◆ **Task details**
Copy the result of filtering the entries below for lines that include the string "halo".

Stored data:
************
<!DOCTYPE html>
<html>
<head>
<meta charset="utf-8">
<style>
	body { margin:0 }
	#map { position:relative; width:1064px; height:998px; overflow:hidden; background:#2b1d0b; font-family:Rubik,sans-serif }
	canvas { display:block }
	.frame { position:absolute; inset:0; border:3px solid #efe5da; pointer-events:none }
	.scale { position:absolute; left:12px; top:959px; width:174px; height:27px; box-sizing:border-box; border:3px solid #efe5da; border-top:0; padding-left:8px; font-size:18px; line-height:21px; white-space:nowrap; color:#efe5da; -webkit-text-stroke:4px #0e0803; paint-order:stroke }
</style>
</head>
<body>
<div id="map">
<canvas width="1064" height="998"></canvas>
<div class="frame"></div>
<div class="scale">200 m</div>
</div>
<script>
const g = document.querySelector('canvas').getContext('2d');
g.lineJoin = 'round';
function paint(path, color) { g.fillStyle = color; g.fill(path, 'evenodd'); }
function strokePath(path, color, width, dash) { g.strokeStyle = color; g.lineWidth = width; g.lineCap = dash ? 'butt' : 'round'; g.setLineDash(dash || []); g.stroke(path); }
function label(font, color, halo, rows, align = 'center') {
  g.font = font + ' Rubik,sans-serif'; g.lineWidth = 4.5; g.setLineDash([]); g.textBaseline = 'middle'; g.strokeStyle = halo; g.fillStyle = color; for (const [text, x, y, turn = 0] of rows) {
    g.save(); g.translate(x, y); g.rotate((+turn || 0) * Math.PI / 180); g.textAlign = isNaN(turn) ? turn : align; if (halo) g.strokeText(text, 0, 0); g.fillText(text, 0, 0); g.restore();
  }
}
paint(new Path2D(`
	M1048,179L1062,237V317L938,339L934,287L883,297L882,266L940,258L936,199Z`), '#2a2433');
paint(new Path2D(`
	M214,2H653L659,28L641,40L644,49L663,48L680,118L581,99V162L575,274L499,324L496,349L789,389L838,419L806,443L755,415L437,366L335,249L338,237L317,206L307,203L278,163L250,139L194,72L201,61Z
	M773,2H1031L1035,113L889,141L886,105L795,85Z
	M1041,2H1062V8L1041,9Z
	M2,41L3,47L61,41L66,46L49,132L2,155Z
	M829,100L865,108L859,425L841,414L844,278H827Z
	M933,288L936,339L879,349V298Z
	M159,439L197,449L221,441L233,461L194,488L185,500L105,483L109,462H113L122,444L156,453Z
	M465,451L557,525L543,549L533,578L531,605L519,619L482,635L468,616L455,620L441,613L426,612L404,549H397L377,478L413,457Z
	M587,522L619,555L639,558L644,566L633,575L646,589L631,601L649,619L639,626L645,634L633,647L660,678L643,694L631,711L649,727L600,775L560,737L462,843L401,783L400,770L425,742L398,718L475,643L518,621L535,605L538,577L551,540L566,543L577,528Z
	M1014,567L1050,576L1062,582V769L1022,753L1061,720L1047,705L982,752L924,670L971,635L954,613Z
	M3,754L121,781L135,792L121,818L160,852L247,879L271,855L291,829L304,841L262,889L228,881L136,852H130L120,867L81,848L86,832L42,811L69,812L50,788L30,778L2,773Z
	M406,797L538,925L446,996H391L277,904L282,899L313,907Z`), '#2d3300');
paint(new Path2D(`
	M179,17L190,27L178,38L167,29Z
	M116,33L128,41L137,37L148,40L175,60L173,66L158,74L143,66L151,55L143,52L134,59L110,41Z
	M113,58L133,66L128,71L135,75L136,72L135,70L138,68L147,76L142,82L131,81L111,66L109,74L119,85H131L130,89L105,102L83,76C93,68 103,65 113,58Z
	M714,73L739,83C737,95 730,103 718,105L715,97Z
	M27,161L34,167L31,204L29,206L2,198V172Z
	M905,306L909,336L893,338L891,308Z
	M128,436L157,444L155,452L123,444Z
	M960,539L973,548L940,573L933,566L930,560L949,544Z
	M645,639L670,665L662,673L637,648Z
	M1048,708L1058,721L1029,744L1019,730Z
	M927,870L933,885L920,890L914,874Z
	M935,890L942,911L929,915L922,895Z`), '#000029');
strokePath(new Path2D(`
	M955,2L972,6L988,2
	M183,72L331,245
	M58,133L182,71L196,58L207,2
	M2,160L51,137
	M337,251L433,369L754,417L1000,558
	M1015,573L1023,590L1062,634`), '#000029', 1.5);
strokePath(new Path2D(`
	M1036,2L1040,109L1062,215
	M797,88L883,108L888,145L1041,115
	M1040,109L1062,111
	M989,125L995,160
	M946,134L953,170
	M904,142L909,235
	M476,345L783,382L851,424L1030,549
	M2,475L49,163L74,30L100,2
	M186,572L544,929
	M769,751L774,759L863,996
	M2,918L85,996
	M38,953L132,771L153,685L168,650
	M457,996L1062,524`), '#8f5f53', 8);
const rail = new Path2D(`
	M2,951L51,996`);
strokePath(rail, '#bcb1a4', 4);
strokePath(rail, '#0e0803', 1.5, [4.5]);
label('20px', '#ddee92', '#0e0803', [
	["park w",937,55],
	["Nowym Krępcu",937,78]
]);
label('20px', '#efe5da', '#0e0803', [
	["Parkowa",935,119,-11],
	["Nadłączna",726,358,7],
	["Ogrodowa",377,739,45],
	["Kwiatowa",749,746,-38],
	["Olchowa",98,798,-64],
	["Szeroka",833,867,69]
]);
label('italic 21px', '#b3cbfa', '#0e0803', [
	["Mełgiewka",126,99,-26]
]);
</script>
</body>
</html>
************
◆ **Solution for this problem**
function label(font, color, halo, rows, align = 'center') {
  g.font = font + ' Rubik,sans-serif'; g.lineWidth = 4.5; g.setLineDash([]); g.textBaseline = 'middle'; g.strokeStyle = halo; g.fillStyle = color; for (const [text, x, y, turn = 0] of rows) {
    g.save(); g.translate(x, y); g.rotate((+turn || 0) * Math.PI / 180); g.textAlign = isNaN(turn) ? turn : align; if (halo) g.strokeText(text, 0, 0); g.fillText(text, 0, 0); g.restore();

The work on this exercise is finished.